The full replication code for the empirical analysis in the paper is contained in the `code/` folder as a series of R scripts, which should be run in the order specified by the filenames. The code relies on a number of different datasets, including the previously described assessment data and damage inspection data, as well as a number of other supporting datasets. 

Users with access to equivalent assessment data should---in principle---be able to run the full build and analyses. In practice, they may have to modify some scripts to accommodate assessment data from other sources, since variable names and inclusion criteria may differ.
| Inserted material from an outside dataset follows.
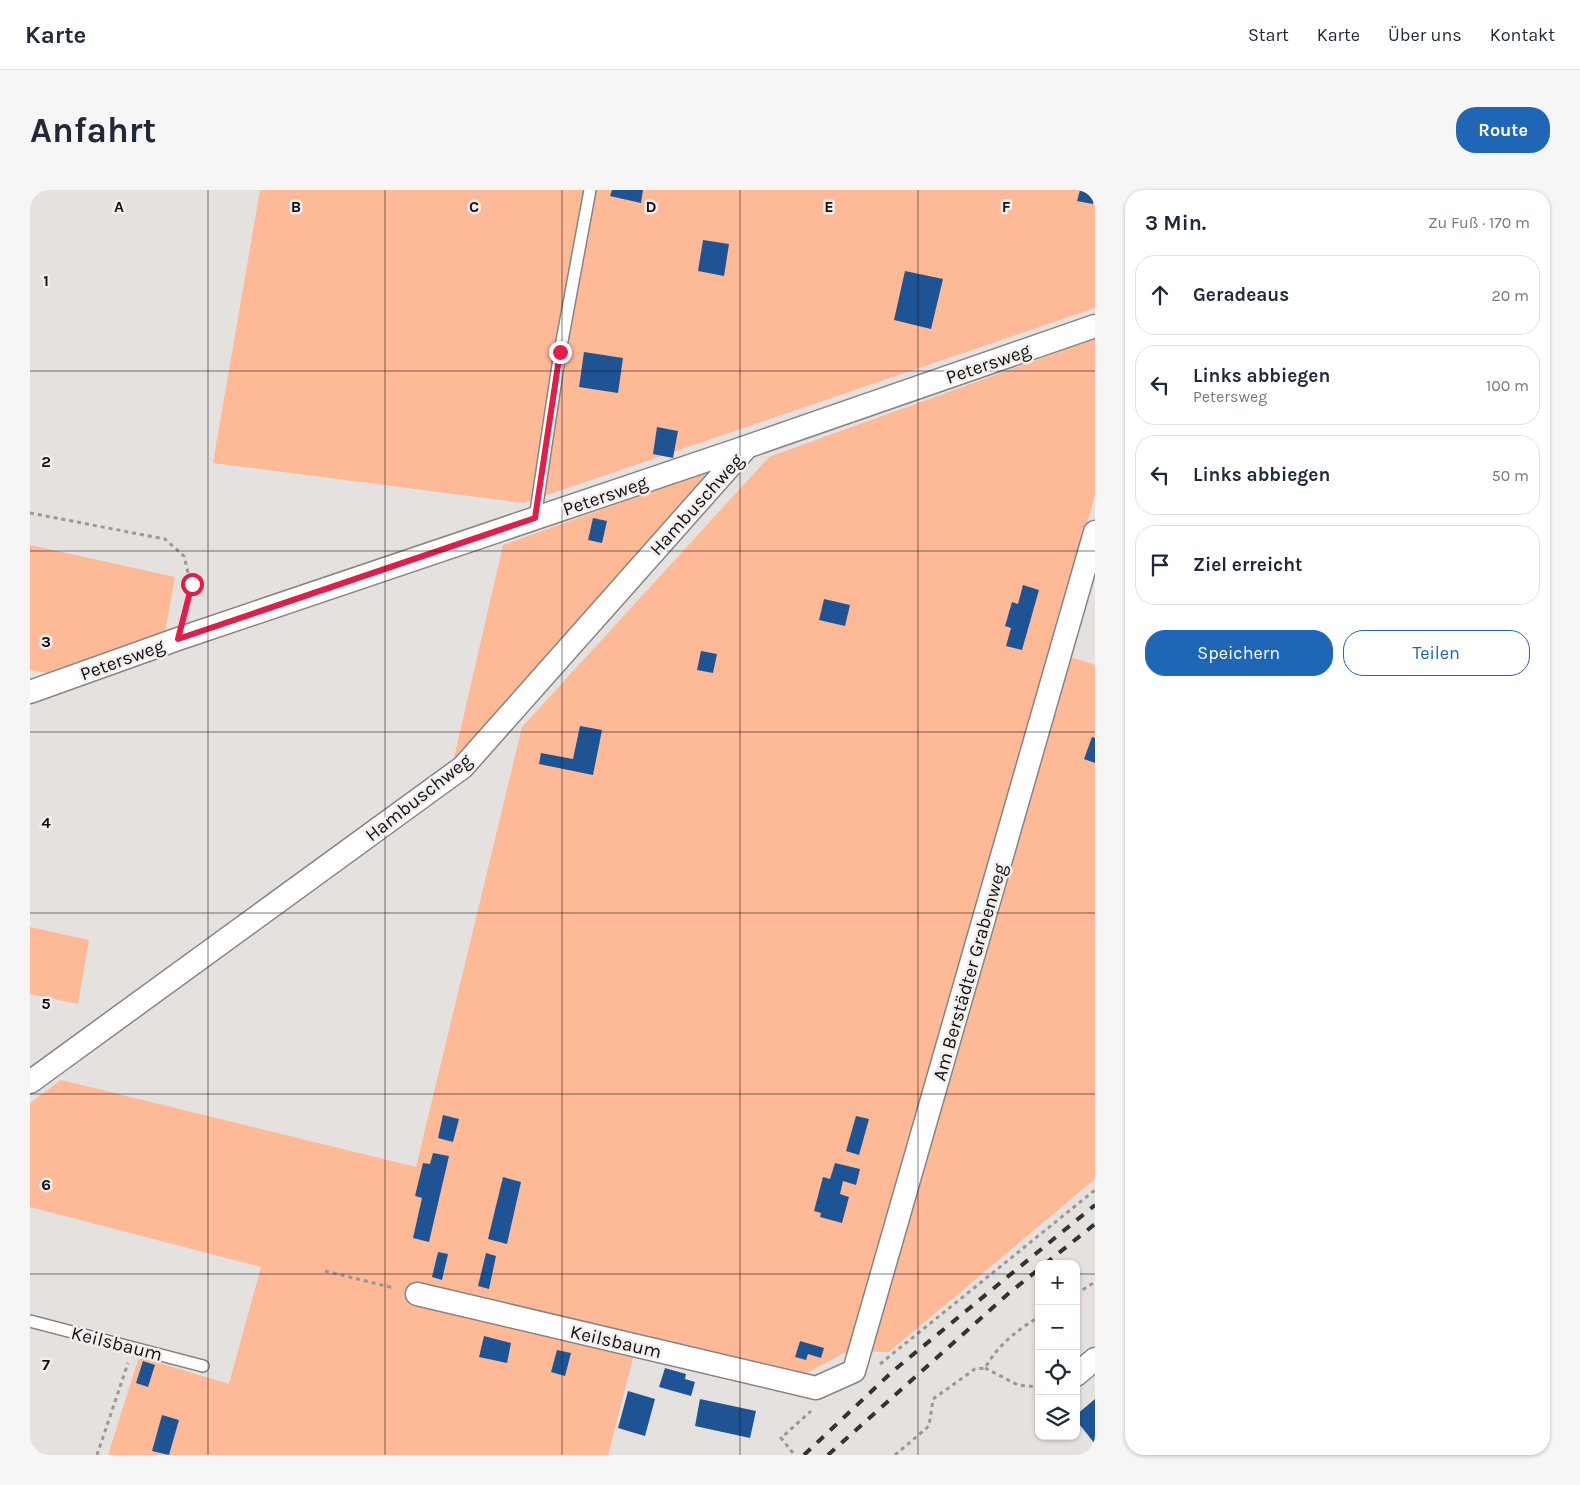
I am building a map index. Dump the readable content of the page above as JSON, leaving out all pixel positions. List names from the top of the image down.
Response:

We provide a brief description of the function of each script below:

- `globals.R`: Global variables and functions used in the analysis
- `01_DINS_Import.R`: Import and clean CAL FIRE Damage Inspection (DINS) data
- `01_Import_Clean_CA_Older.R`: Import and clean older California damage inspection data from incidents prior to the DINS program
- `01_Import_Clean_Other_States.R`: Import and clean damage inspection data from other states
- `01_Import_Clean_SD_Fires.R`: Import and clean damage inspection data from San Diego County fires
- `02a_ZTrax_Current.R`: Import and clean current ZTRAX data for incidents 2016 and later
- `02a_ZTrax_Historical.R`: Import and clean historical ZTRAX data for incidents prior to 2016
- `03a_cleanup_APN_formatting.R`: Clean up assessor parcel numbers (APNs) for DINS homes in incidents 2016 and later
- `03a_cleanup_APN_SD_older.R`: Clean up APNs for older San Diego County homes
- `03b_cleanup_APNs_Historical.R`: Clean up APNs for DINS homes in incidents prior to 2016
- `03b_cleanup_APNs_OtherStates.R`: Clean up APNs for homes in other states
- `03b_cleanup_APNs_older_CA.R`: Clean up APNs for older California homes
- `03c_dupe_UAPN_ZTRAX_CA.R`: Identify and remove duplicate homes in California ZTRAX data
- `03d_Merge_ZTRAX_Damage.R`: Merge ZTRAX data with damage inspection data
- `03e_Merge_to_LotLines.R`: Merge data with parcel boundary data
- `03f_Merge_Lots_Bldgs.R`: Merge data with building footprint data
- `04a_AssignLocations_and_GroundTruth.R`: Assign locations to homes and ground truth destroyed homes
- `04b_SubsetBurnedAreas.R`: Subset data to homes in burned areas
- `06_assign_spatial.R`: Identify home locations with respect FHSZ, SRA, LANDFIRE variables, and other spatial data
- `07a_find_neighbors.R`: Identify nearest neighbors for each home with respect to both centroid-to-centroid and wall-to-wall distances
- `07b_setup_neighbors.R`: Create a dataset of nearest neighbors for each home
- `10_NearMap_Maps.R`: Download and clean NearMap images
- `10_NearMap_QC_Geocoding.R`: Check quality of geocoding and damage indicator using NearMap images
- `20-main-data-setup.R`: Create the main dataset for analysis
- `21-main-descriptive.R`: Run descriptive statistics
- `22-main-regs.R`: Run main regression analyses
- `23-save-public-damage-data.R`: Save the cleaned damage inspection data for public use
- `40-compute-sra-lra-buffer.R`: Compute SRA and LRA buffers for hedonic analysis
- `41-draw-statewide-sample.R`: Draw a statewide sample of homes for hedonic analysis and cost-effectiveness analysis
- `41b-load-statewide-geocoding.R`: Load geocoding data for the statewide sample
- `42-add-statewide-vars.R`: Add variables to the statewide sample
- `45-load-home-sales-from-ztrax.R`: Load home sales data from ZTRAX
- `46-clean-homes-sales.R`: Clean home sales data
- `47-add-characteristics-to-sales.R`: Add characteristics to home sales data
- `52-hedonic-price-regs.R`: Run hedonic price regressions
- `53-hedonic-quantity-regs.R`: Run hedonic quantity regressions
- `60-estimate-baseline-mitigation.R`: Use DINS data to estimate mitigation in absence of building codes
- `61-compute-rebuild-costs-hazus.R`: Compute rebuilding costs using HAZUS data
- `62-statewide-costeff-setup.R`: Set up data for cost-effectiveness analysis
- `63-compute-cost-effectiveness-and-policy-counterfactuals.R`: Compute cost-effectiveness and policy counterfactuals
- `70-compare-samples.R`: Compare sample used in main analysis to broader set of homes in at-risk areas

## Damage inspection data

To facilitate replication or additional projects by other users, we separately extract the full set of damaged homes we use in the analysis. Because we draw these homes from publicly available damage inspection records and remove any variables drawn from ZTRAX, we are able to make this dataset public. The cleaned version of the collected damage inspection data we use is contained in the `damage-data-public/` folder in this repository. This folder includes two files. 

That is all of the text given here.